As every gardener knows, weeds are a good deal better at growing than the actual plants we want to see. Keeping nuisances like bindweed under control can be an endless, dispiriting task.

Alan Titchmarsh, the nation’s favourite gardener, has a few tips on how to manage unwanted intruders in your flower beds. He points out that weeds don’t tend to flourish on lawns – and for a good reason.

Alan explains on the BBC Gardeners’ World Magazine Podcast: “If you think of bedding your lawn, there are not many perennial weeds because they've all been mown out – apart from dandelions and, and docks and plantains, which form rosettes, which sort of sneak under the mower.”

For that reason, Alan says you need to stay on top of weeds, pulling them up where you can, but even when that’s not practical, just make life as difficult for the weeds as you can.

He said: "I keep going through my border, taking it out as soon as I see it,” Alan says, adding “Keep cutting off the top growth time and time and time and time again. You will kill it. And it takes a lot of doing it.”

Once you have fairly “clean” soil, Alan says, how you plant your new plants is key: “The solution is to plant things close together. I don't plant anything much more than either foot or 18in apart – that’s 30 to 45cm apart. So the cultivated plants cover the ground quickly, which means there's less room for weeds to get in.”

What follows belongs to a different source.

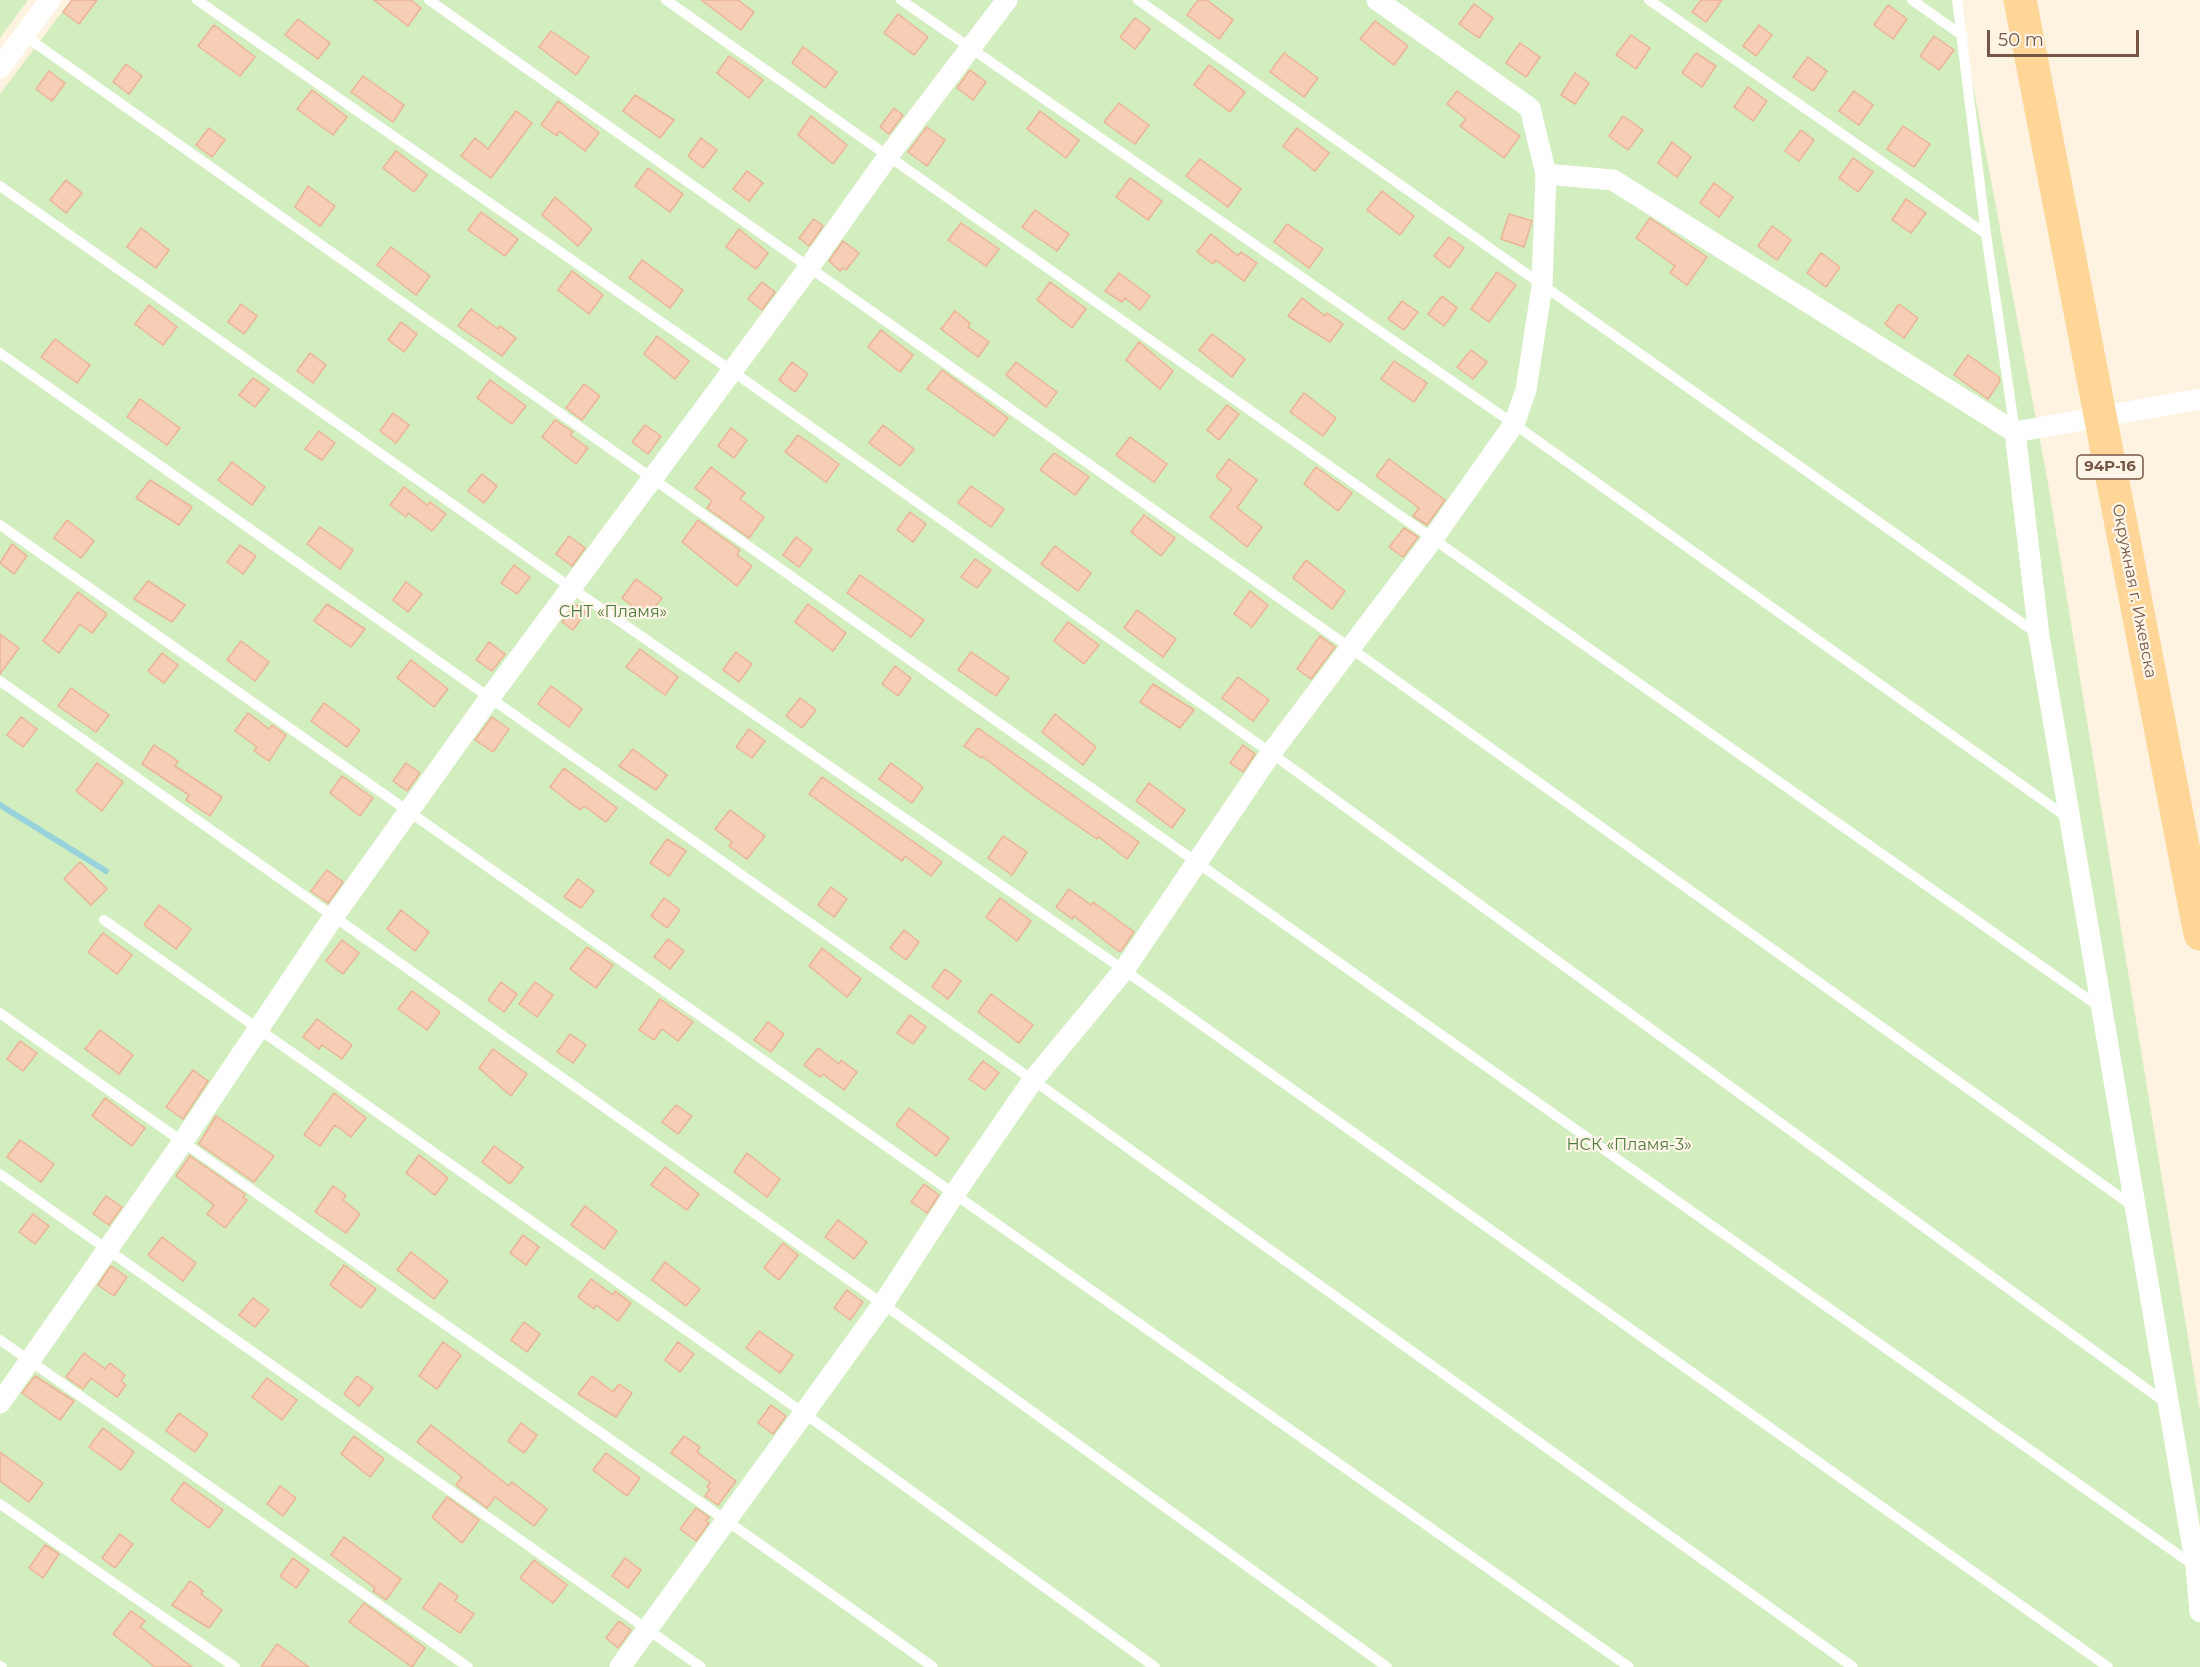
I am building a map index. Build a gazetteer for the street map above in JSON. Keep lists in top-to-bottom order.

If your weed problem is particularly severe, you can lay a square of black polythene over the affected area for a few months. “Black polythene doesn't look pretty,” Alan admits, “But if you leave the ground covered up for at least a year…that will kill it out. It cannot survive that length of time.”

The real nuclear option is, of course, using a heavy-duty weedkiller such as Roundup – a herbicide so potent that it’s set to be banned after the end of the year. Alan says that, although technically his garden is all organic, he made one exception when he first moved into his home some 22 years ago.

“Some people like to use Roundup,” Alan says. “I don't, but I have, in the early stages of this garden here.”

He added: “When I took in a new area that I needed to clear, I did allow myself to use Roundup once to clear it, and from then on it stayed organic. But that gave me a head start.”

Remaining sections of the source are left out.